WHAT YOU HAVE TO DO:
All of the data, except its images, should be set down exactly as it appears.

PROVIDED MATERIAL:
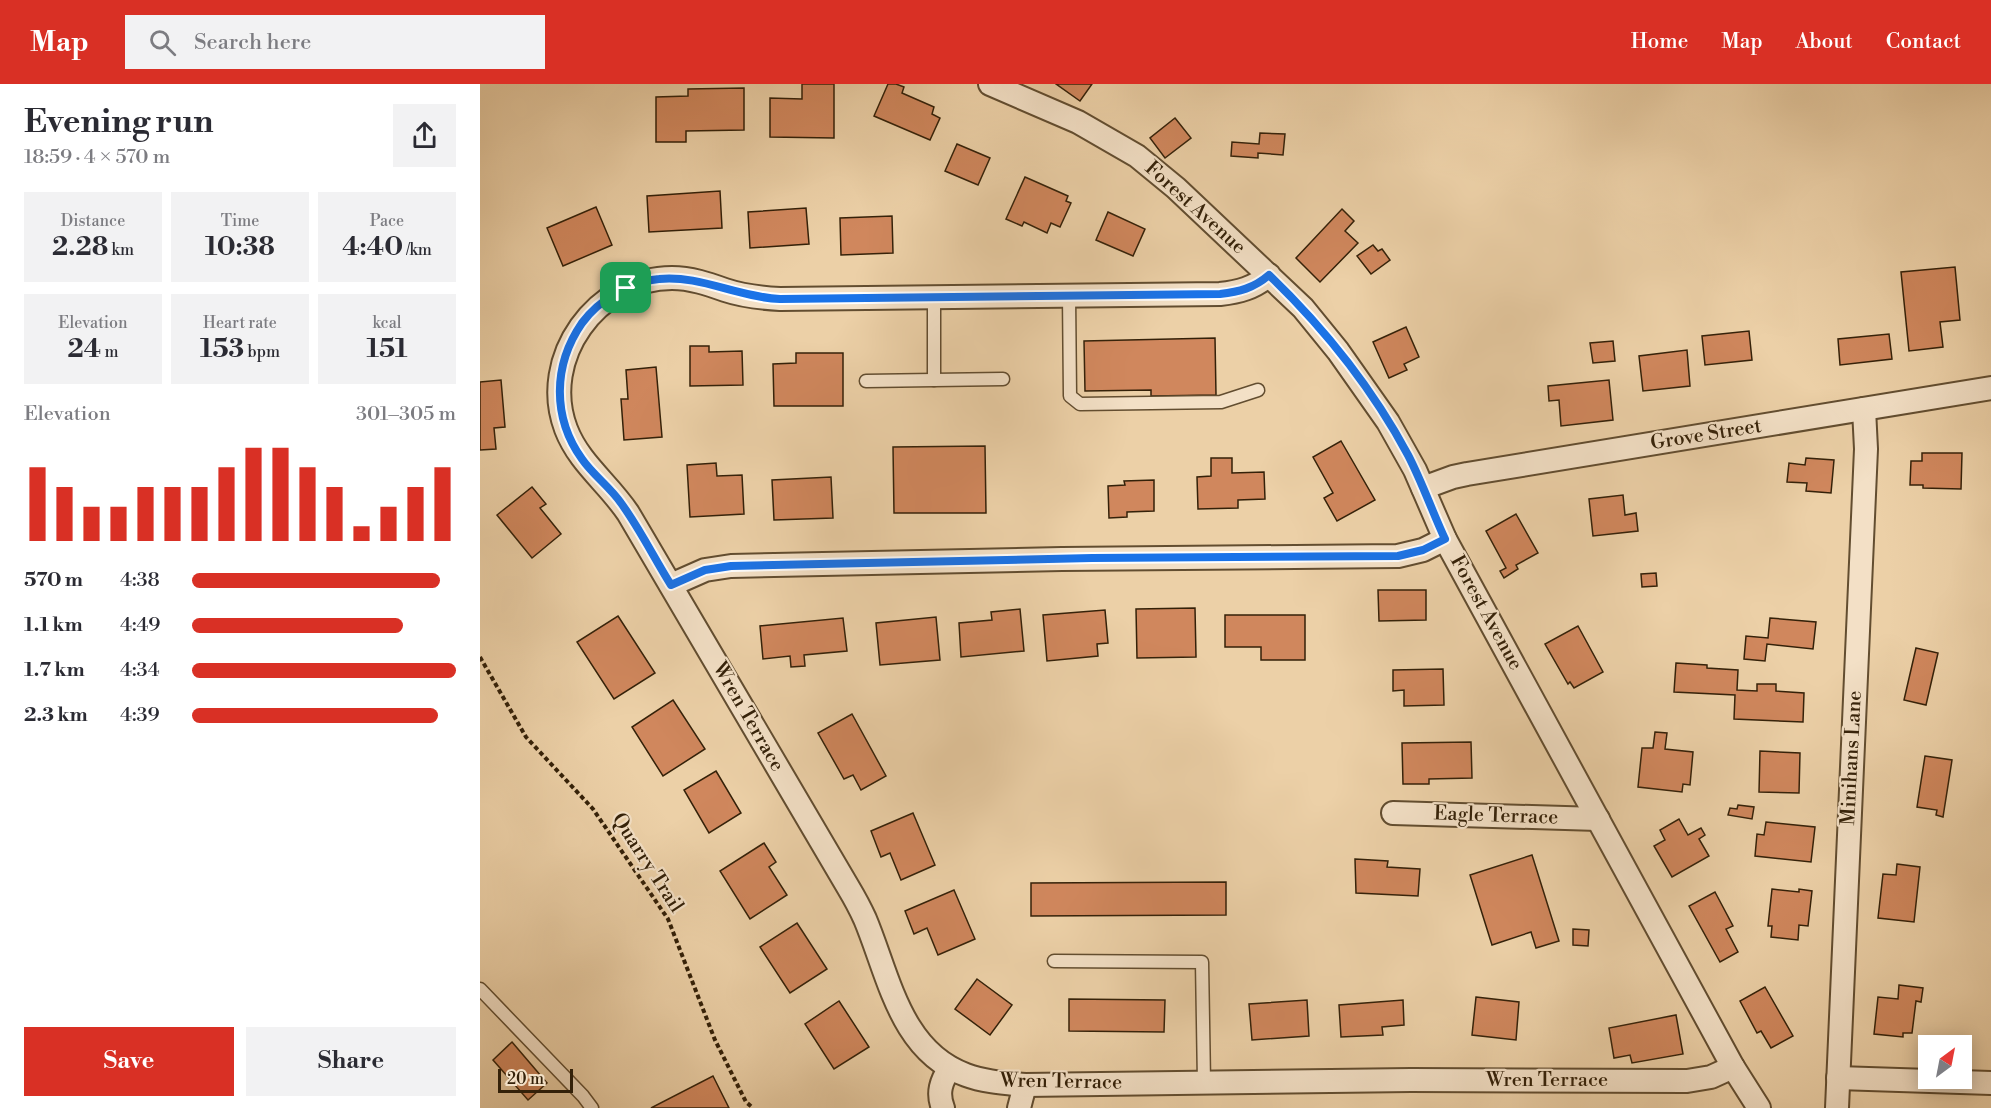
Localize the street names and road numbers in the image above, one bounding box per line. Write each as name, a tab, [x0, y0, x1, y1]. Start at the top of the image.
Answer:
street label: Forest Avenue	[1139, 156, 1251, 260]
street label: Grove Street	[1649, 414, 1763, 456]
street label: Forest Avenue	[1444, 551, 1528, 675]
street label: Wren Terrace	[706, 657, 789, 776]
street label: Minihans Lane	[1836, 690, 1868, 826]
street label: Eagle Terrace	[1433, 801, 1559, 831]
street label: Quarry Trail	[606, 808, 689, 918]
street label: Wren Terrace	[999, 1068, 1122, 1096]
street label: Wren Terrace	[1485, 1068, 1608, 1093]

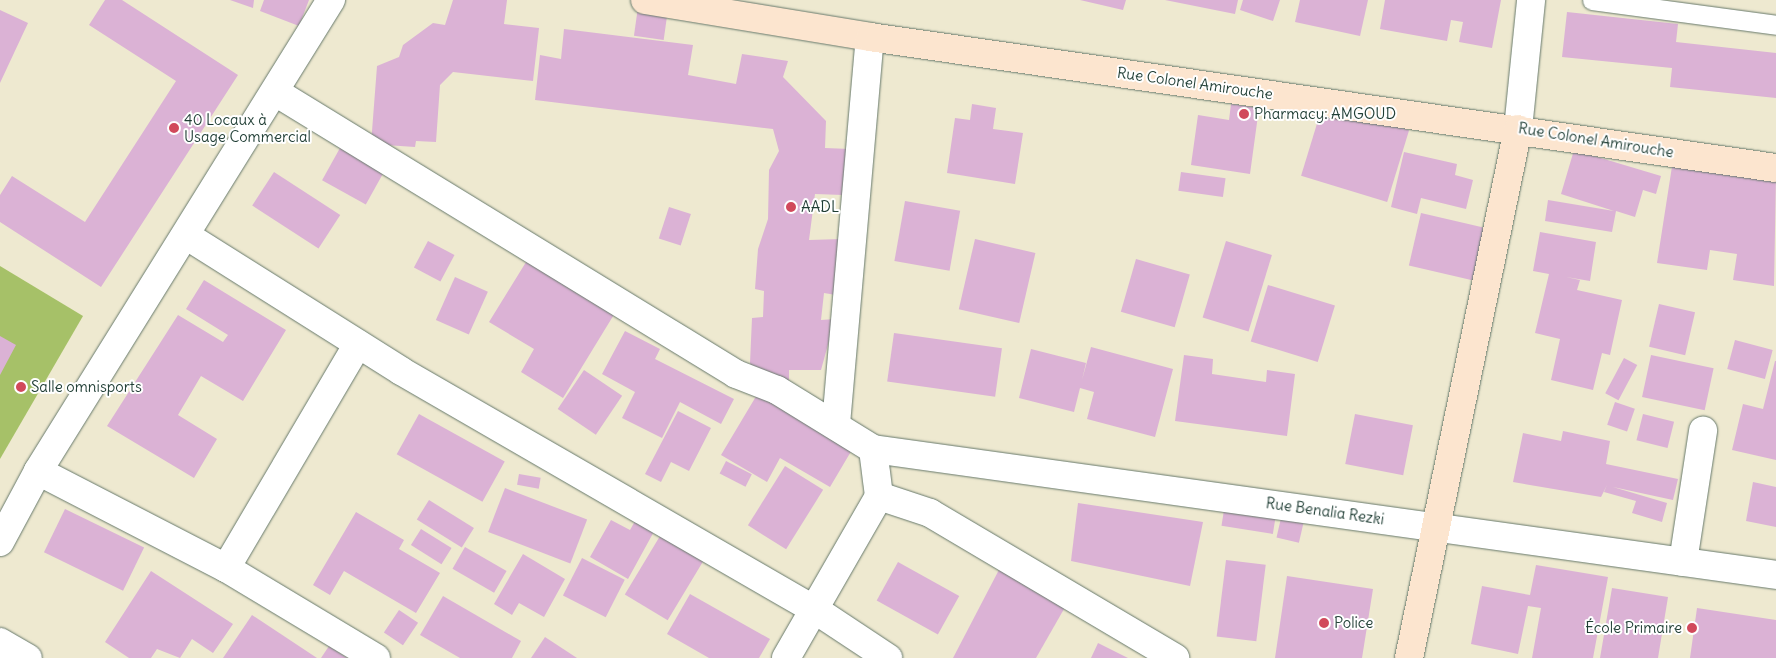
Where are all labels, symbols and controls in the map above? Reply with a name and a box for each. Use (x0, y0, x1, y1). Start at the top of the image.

TASK ANSWER:
Localize the street names and road numbers in the image above, one bounding box per line. Write each as name, a tab, [x0, y0, x1, y1]. Start at the top of the image.
Answer:
street label: Forest Avenue	[1139, 156, 1251, 260]
street label: Grove Street	[1649, 414, 1763, 456]
street label: Forest Avenue	[1444, 551, 1528, 675]
street label: Wren Terrace	[706, 657, 789, 776]
street label: Minihans Lane	[1836, 690, 1868, 826]
street label: Eagle Terrace	[1433, 801, 1559, 831]
street label: Quarry Trail	[606, 808, 689, 918]
street label: Wren Terrace	[999, 1068, 1122, 1096]
street label: Wren Terrace	[1485, 1068, 1608, 1093]

Where are all labels, symbols and controls in the map above? Reply with a name and a box for each. Use (x0, y0, x1, y1). Start at the top of the image.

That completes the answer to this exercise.